Douglas makes a point that I think a lot of people take for granted, your reading experience changes every time you read the same book. At different stages of your life, the experience may be completely different. Even the traditional linear narrative form allows for different ideas to be expressed for different people at different stages of their lives. People subconsiously pick and choose what they want to absorb, what means most to them and what makes the biggest impact. This is an undeniable advantage of Hypertext in its purest form, allowing for specific interests to be actively facillitated and expanded. Giving control to the reader creates the reader-author participant so often talked about when it comes to Hypertext.
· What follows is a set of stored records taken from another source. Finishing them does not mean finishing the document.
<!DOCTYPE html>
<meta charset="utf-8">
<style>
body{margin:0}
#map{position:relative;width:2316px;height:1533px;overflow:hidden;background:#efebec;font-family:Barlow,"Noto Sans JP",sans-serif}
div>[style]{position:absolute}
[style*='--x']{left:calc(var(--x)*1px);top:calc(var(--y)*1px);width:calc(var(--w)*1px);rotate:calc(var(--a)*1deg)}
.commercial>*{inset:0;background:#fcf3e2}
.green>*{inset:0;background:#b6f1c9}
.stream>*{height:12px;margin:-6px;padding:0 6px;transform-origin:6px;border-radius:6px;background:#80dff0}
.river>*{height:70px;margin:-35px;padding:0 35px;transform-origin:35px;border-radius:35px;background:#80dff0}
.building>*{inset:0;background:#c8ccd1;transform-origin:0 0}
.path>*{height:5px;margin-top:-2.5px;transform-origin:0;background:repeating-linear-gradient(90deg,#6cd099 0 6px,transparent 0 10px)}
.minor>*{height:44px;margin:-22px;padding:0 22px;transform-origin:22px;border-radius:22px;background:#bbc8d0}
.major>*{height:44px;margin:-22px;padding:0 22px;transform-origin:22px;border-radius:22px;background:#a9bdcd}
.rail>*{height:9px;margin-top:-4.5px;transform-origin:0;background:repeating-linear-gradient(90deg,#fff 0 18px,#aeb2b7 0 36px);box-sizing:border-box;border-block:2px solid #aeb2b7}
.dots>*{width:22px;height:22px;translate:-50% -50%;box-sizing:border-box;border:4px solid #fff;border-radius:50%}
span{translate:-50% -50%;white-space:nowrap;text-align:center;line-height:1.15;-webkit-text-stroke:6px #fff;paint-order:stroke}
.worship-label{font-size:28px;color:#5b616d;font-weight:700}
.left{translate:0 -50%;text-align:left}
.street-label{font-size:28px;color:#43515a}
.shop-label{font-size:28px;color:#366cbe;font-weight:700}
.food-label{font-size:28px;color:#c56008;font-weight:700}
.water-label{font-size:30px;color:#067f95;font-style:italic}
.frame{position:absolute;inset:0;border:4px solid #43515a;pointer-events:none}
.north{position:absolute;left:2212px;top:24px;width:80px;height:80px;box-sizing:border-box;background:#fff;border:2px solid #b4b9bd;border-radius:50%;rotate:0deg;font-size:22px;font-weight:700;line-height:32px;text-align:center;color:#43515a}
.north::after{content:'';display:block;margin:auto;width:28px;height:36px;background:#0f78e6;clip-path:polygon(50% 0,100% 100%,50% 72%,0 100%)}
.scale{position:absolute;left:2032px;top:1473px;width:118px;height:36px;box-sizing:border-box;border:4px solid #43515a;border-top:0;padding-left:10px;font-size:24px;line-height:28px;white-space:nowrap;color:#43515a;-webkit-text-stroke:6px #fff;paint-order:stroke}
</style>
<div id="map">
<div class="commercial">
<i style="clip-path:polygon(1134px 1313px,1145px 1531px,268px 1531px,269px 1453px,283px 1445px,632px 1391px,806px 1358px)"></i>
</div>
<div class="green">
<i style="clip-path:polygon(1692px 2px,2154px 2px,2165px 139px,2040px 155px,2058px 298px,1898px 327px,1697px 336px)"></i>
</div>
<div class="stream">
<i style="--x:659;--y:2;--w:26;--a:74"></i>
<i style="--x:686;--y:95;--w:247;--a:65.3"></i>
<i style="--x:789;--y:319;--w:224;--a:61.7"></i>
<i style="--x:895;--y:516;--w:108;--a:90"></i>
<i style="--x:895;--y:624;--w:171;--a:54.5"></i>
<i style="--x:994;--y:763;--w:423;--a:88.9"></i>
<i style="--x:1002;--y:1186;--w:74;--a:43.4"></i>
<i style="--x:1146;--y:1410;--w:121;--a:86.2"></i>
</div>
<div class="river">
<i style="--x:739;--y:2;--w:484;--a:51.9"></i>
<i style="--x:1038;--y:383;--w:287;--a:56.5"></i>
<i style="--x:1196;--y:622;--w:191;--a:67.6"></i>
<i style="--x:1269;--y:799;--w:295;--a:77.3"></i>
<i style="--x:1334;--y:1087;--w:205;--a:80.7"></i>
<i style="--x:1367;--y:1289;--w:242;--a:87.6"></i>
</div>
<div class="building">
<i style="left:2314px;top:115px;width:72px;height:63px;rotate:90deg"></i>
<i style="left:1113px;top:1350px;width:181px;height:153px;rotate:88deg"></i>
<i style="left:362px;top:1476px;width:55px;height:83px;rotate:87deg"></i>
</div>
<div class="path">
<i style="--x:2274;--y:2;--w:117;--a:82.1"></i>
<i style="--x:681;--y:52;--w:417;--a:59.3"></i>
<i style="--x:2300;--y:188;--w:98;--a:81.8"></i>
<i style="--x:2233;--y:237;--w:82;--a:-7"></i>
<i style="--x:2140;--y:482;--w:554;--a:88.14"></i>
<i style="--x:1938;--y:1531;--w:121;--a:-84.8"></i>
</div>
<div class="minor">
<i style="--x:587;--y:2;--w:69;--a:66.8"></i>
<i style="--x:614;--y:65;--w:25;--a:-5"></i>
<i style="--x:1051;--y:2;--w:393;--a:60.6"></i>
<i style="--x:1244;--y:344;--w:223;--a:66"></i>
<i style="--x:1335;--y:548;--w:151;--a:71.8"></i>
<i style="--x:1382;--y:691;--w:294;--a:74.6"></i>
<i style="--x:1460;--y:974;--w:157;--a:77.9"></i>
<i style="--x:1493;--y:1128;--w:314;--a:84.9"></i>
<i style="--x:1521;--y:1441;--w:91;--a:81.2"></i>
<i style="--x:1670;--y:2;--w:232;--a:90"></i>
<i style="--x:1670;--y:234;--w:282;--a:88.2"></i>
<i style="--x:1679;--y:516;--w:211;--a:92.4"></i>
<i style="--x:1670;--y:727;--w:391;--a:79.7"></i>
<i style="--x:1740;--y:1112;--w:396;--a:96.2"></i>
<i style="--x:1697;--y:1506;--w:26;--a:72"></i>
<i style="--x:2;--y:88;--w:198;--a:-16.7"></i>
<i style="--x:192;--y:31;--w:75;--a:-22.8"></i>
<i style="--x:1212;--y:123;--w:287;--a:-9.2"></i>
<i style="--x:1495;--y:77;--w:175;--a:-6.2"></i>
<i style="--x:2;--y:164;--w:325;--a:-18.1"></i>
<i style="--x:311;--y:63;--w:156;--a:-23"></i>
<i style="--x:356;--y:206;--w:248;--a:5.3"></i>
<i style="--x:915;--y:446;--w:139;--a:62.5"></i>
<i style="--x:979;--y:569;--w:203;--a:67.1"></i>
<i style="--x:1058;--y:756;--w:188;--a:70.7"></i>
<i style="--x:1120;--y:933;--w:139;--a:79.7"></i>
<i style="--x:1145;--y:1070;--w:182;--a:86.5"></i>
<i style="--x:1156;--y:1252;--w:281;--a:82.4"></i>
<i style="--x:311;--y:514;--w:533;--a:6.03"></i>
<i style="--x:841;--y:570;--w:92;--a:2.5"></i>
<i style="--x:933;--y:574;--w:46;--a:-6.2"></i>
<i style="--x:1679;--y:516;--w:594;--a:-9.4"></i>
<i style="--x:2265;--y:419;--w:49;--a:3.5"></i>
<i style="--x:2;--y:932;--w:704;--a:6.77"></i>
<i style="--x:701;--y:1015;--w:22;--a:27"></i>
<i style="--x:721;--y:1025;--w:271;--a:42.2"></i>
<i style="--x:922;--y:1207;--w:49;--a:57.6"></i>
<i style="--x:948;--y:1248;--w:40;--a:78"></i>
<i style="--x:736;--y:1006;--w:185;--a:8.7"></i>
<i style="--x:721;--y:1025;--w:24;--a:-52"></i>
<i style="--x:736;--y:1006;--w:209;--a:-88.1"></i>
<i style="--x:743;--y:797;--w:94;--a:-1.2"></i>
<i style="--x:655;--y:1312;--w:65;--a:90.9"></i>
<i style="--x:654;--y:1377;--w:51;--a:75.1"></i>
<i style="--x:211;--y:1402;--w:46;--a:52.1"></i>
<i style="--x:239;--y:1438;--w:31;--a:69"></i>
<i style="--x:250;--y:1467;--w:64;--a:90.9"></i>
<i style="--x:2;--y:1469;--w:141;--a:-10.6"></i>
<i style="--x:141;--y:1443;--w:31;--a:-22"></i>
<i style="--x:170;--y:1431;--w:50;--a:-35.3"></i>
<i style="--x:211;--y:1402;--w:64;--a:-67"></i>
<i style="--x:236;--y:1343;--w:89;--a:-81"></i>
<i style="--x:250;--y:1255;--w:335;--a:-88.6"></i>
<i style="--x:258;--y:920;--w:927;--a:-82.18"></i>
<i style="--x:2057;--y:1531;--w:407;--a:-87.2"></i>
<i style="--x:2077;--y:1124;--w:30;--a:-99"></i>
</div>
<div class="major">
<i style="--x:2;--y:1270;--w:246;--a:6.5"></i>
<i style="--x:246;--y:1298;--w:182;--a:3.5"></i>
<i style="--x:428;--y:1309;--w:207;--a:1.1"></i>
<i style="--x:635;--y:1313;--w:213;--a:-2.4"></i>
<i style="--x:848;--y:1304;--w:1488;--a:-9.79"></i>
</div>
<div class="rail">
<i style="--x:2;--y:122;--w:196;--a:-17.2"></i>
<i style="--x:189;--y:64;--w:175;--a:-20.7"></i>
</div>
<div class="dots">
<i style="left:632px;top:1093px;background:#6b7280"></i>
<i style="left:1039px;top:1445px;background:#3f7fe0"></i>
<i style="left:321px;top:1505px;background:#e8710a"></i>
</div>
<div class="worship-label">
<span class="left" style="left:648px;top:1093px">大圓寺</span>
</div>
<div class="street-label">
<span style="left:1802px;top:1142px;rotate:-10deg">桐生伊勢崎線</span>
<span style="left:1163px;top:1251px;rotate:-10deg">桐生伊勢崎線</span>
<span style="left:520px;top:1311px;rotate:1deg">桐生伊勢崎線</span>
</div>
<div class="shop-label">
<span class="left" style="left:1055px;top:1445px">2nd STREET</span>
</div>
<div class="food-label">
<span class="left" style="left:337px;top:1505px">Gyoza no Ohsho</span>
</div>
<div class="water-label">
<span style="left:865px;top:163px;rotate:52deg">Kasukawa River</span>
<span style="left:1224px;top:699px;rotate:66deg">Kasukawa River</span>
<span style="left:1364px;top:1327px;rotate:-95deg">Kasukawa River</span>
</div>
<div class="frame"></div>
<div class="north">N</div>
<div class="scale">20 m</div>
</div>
Authorship can still be inscribed through narrative style, yet the reader can determine the stucture of the story and extent of information consumed.

“If the book is a highly refined example of a primitive technology, hypertext is a primitive example of a highly refined technology”.

Just as hypertext is the facilitator for transmedia in its informative form, it allows for links between stories, ideas and concepts the narrative form. Its a bit off track but, I think people connect with different types of mediums. Different emotions are extracted using different forms, the act of reading about a superhero in a comic book is completely different to watching that superhero on the big screen. This allows more poeple to become more immersed and more involved. We develop technology to entertain, communicate and facilitate, hypertext is the tool we use to bring it all together.